--- Data for this exercise ---

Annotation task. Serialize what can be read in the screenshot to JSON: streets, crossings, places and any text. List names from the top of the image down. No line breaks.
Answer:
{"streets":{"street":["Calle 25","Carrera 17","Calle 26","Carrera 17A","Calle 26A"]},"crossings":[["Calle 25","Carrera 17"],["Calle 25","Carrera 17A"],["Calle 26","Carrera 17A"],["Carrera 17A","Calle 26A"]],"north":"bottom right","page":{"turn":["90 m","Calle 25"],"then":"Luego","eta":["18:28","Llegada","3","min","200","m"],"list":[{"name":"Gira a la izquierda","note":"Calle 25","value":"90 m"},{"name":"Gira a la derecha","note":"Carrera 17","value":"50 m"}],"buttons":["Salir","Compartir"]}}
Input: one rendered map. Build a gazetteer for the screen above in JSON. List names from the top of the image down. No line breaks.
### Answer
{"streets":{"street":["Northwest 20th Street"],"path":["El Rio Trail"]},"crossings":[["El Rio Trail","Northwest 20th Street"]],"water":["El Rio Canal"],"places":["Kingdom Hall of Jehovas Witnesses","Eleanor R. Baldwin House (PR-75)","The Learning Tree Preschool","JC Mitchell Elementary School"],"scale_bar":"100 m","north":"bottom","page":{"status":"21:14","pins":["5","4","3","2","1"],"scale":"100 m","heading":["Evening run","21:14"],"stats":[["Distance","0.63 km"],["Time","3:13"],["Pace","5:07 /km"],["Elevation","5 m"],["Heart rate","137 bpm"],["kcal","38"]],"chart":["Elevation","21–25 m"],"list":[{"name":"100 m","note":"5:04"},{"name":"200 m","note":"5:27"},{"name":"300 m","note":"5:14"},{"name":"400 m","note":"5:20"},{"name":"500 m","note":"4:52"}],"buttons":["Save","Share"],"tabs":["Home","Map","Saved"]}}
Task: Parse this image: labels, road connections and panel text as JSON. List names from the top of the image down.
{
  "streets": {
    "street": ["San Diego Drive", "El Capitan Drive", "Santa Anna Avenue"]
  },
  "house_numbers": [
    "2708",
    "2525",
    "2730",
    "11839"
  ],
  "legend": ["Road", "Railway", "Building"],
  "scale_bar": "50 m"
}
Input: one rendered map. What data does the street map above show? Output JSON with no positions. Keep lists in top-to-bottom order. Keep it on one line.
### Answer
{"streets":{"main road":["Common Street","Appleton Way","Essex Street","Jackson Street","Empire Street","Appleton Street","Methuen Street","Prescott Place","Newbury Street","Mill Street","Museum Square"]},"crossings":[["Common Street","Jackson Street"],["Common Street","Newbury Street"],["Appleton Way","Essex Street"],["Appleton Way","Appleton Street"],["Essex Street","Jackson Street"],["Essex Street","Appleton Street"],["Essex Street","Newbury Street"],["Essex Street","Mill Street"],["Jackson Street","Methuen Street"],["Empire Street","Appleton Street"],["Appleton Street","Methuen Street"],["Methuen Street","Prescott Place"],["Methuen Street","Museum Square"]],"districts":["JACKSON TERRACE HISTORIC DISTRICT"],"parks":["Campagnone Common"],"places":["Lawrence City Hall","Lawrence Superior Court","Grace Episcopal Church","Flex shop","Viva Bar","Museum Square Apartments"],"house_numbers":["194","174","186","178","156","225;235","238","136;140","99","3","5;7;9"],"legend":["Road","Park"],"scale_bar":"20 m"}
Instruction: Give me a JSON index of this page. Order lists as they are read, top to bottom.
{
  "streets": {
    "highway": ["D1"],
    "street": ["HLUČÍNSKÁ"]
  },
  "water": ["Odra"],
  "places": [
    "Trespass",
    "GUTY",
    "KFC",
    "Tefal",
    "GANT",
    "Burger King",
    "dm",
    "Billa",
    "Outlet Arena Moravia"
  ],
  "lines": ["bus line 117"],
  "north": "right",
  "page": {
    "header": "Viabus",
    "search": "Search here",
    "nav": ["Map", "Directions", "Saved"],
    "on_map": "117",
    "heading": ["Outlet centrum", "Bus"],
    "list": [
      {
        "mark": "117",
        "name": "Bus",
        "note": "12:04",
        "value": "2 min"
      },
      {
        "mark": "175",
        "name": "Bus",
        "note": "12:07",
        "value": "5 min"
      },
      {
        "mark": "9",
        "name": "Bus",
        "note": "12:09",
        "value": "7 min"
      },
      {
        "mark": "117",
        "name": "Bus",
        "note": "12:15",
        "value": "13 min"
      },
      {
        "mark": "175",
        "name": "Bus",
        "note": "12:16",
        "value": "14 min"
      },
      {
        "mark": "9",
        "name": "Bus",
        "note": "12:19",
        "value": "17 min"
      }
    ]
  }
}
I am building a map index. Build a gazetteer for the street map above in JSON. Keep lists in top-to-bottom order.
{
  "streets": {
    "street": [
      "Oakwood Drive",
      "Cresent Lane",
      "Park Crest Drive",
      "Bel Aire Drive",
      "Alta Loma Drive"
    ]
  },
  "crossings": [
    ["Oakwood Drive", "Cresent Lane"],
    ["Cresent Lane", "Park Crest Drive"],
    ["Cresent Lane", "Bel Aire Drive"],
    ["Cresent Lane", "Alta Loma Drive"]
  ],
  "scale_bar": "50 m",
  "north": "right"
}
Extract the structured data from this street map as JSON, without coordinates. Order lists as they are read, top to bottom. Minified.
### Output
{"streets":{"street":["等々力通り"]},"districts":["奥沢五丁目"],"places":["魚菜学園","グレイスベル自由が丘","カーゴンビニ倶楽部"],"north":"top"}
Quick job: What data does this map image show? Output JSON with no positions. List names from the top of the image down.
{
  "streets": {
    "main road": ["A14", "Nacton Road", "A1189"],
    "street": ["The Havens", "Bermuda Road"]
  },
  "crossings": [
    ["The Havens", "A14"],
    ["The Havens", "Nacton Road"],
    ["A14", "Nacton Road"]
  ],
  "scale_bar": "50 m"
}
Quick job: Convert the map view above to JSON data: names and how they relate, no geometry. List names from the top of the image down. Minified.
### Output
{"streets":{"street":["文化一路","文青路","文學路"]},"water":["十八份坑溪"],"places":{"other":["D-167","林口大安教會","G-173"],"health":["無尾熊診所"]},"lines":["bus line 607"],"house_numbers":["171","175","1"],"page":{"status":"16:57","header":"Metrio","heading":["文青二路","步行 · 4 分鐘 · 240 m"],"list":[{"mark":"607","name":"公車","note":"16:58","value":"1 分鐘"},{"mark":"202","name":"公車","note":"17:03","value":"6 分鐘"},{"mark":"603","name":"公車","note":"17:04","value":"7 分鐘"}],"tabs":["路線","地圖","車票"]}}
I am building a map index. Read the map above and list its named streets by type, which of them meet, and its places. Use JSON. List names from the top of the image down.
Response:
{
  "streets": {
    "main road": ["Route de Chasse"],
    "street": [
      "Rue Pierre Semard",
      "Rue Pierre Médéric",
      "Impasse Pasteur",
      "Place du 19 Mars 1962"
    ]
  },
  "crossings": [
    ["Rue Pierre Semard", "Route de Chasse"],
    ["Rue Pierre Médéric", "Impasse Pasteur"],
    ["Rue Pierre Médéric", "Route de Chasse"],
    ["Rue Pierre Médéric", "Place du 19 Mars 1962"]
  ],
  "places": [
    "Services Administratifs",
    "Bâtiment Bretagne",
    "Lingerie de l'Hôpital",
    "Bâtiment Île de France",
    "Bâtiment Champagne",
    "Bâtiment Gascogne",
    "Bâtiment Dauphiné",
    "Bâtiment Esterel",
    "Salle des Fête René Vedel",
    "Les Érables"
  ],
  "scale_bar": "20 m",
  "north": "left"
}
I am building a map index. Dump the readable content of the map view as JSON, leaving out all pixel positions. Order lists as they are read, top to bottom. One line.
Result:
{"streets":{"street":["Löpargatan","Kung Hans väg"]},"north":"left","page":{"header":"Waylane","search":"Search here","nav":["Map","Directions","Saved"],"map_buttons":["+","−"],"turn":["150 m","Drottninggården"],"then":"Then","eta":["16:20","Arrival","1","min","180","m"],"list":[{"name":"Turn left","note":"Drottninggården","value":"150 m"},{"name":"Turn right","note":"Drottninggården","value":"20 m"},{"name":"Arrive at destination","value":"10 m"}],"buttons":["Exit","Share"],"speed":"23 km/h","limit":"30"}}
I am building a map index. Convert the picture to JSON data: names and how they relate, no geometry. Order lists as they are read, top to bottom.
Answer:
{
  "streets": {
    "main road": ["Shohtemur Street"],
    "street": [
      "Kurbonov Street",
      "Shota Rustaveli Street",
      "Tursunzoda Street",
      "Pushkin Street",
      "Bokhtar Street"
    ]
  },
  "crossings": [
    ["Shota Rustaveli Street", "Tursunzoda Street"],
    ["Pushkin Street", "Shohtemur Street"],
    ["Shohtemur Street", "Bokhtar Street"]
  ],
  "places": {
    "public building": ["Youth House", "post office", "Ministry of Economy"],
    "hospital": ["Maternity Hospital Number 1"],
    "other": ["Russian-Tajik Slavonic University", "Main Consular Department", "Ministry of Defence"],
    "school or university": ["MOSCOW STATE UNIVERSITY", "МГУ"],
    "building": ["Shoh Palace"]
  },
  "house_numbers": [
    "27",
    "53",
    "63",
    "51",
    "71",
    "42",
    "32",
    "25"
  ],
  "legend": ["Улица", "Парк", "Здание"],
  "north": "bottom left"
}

---

* **Exercise brief**:
The task calls for all lines in the entries that hold "view".

* **Finished exercise**:
Quick job: Convert the map view above to JSON data: names and how they relate, no geometry. List names from the top of the image down. Minified.
I am building a map index. Dump the readable content of the map view as JSON, leaving out all pixel positions. Order lists as they are read, top to bottom. One line.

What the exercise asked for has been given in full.